Magdalen sonrió y asintió.
—¡Vamos, vamos! —dijo con tono zalamero para engatusarle—. ¿Por qué duerme ante la puerta del almirante?
—¿Por qué te haces la raya en el medio, querida? —preguntó el viejo Mazey con otra mirada maliciosa.
—Supongo que porque me he acostumbrado a hacerlo —respondió Magdalen.
—¡Ay, ay! —dijo el veterano marino—. Es por eso, ¿eh? Bueno, querida, la razón por la que tú te haces la raya en el medio es la misma por la que yo duermo ante la puerta del almirante. ¡Sé cómo tratarlas! —dijo el viejo Mazey riendo entre dientes, pasándose al soliloquio y agitando su cerveza con aire triunfal—. ¡Sé cómo tratarlas!

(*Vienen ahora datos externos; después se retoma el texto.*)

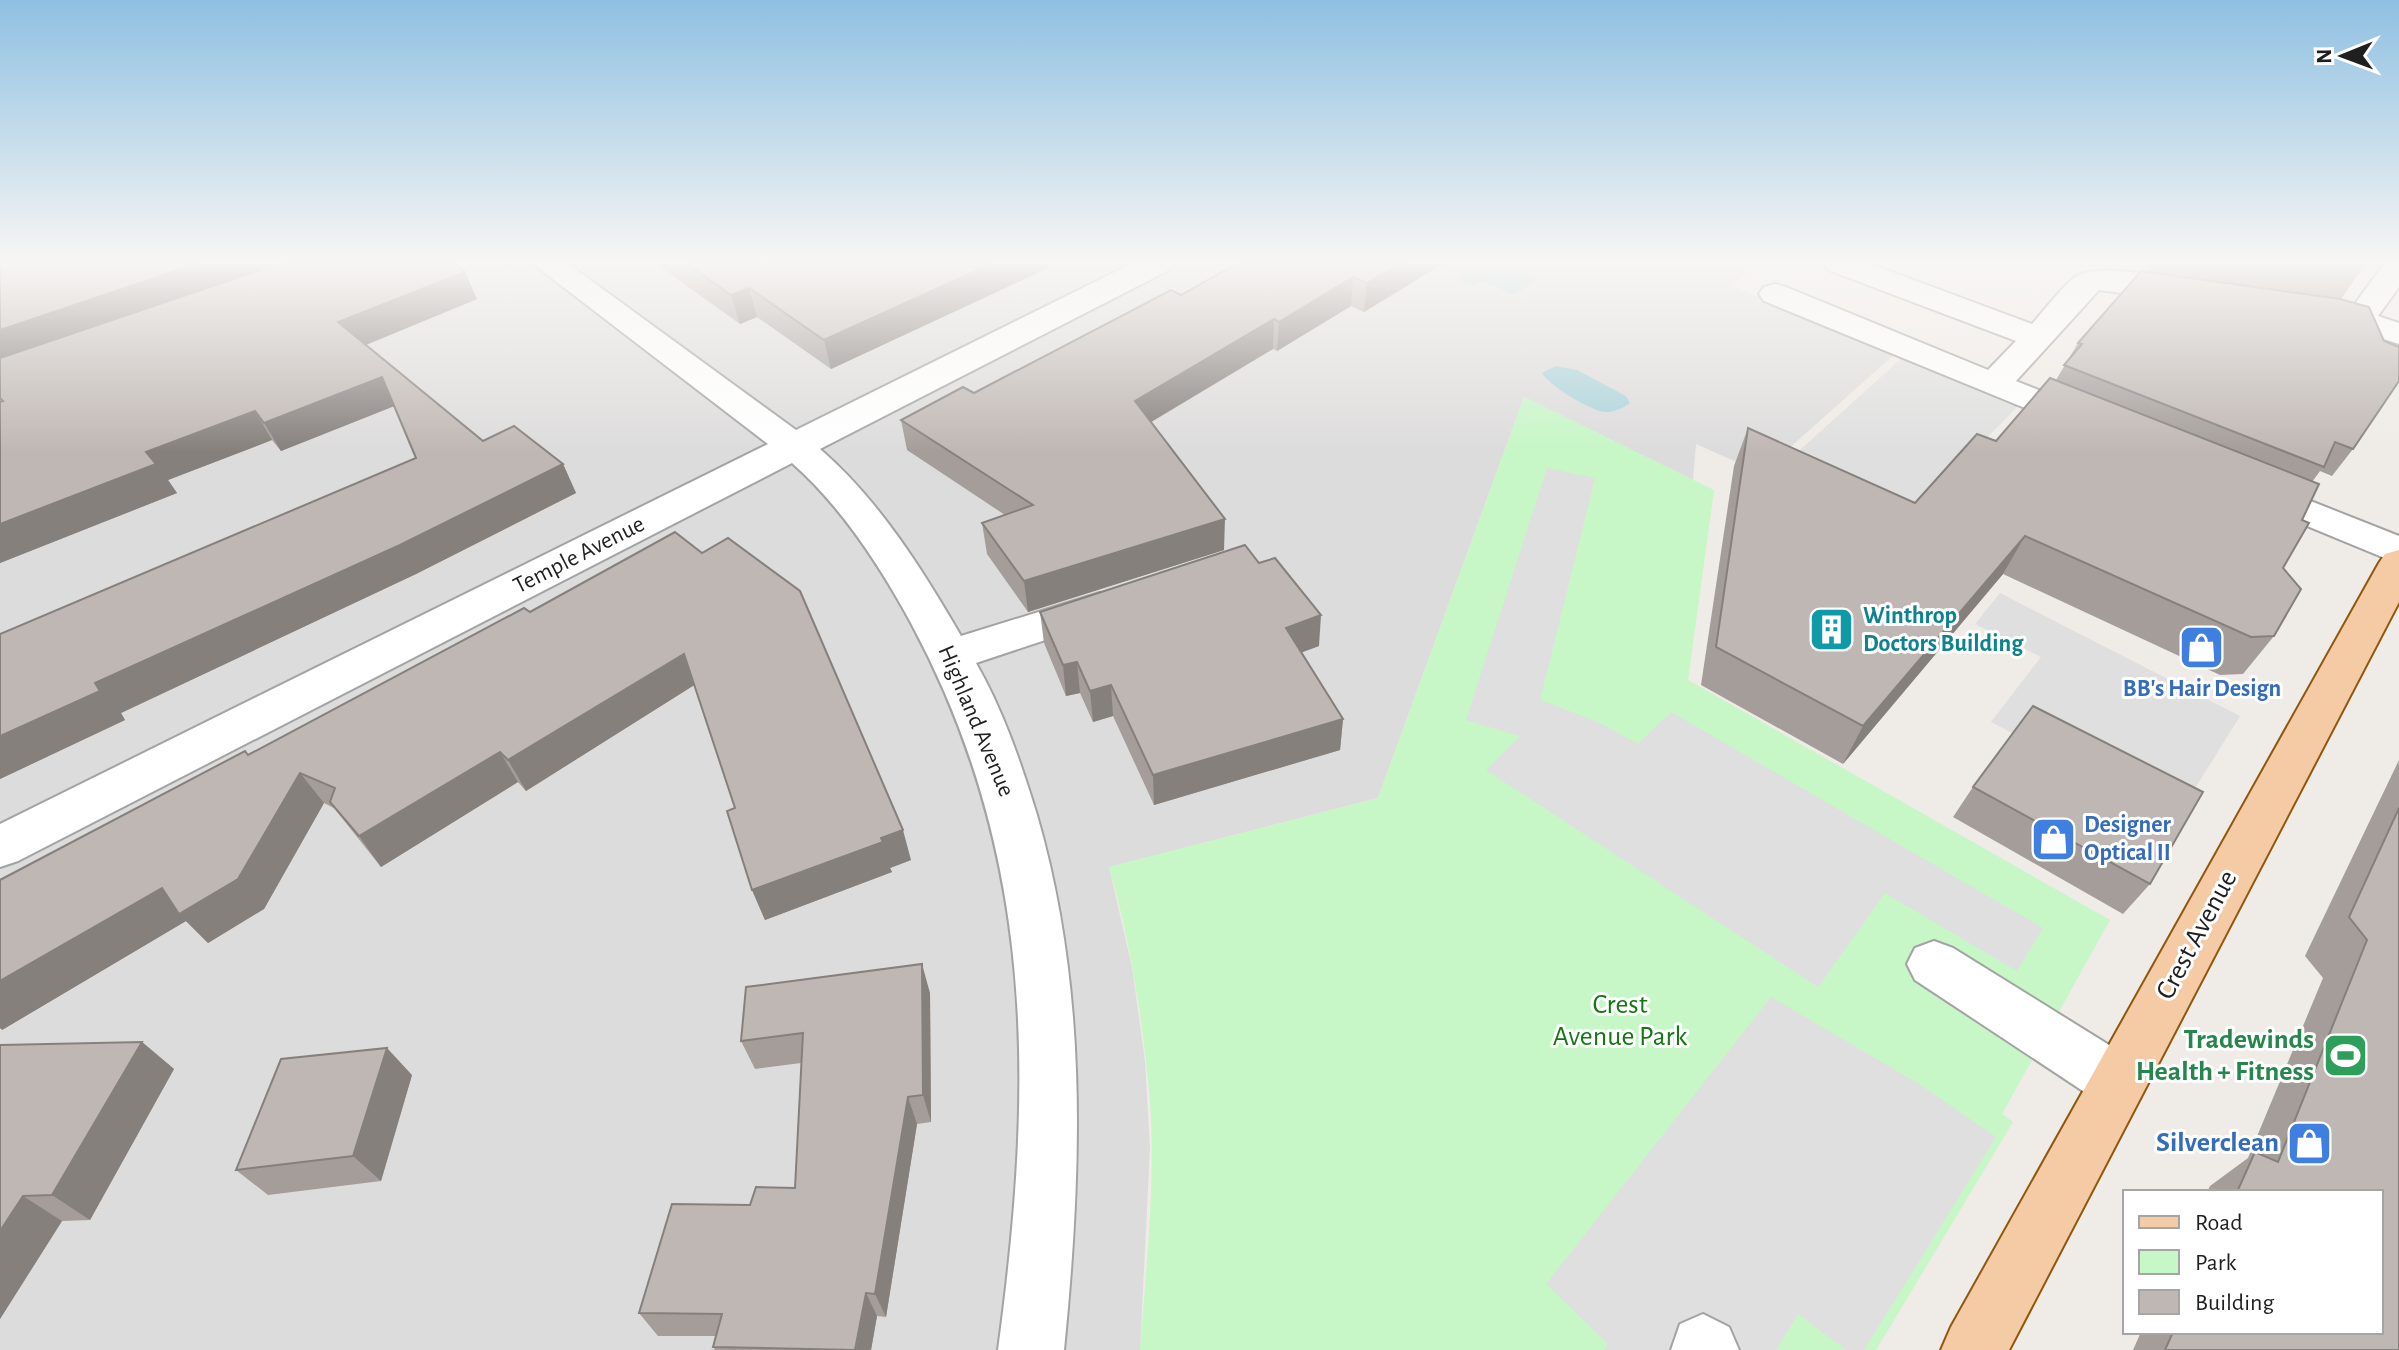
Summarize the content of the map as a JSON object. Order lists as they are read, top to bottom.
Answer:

El tercero y último intento de Magdalen por resolver el misterio de la cama con ruedas lo realizó mientras servía la cena al almirante. Las preguntas del anciano caballero le dieron la oportunidad de referirse al tema sin que pareciera una osadía o una falta de respeto, pero el almirante resultó ser tan impenetrable, a su modo, como el viejo Mazey y la señora Drake.
—No es asunto tuyo, querida —dijo el almirante sin rodeos—. No seas curiosa. Coge tu Viejo Testamento cuando bajes y lee lo que ocurrió en el Jardín del Edén por culpa de la curiosidad. Sé buena chica y no imites a tu madre Eva.
Esa noche, cuando Magdalen pasó por el segundo piso de camino a su dormitorio, se detuvo ante el corredor y escuchó. Un biombo protegía la entrada del corredor de las miradas de los que subían. Los ronquidos que Magdalen oyó al otro lado del biombo la alentaron a rodearlo sigilosamente y dar unos cuantos pasos. Amortiguando con la mano libre la luz de la vela que llevaba, se acercó a la puerta del almirante y observó con sorpresa que habían movido la cama de donde la había visto durante el día para colocarla exactamente atravesada junto a la puerta de modo que cerraba el paso a cualquiera que intentara entrar en la habitación del almirante. Después de este hallazgo, la persona del viejo Mazey, roncando a pierna suelta con el gorro rojo de pescador calado hasta las cejas y las mantas hasta la nariz, se convirtió en un objeto de importancia secundaria en comparación con su cama. A Magdalen ya no le cabía la menor duda de que el veterano marino hacía guardia literalmente ante la puerta de su amo y de que él, el almirante y el ama de llaves compartían el secreto de este extraño proceder.
«Un extraño final —pensó Magdalen, meditando sobre su descubrimiento mientras ascendía por la escalera hacia su dormitorio—. Un extraño final para un extraño día».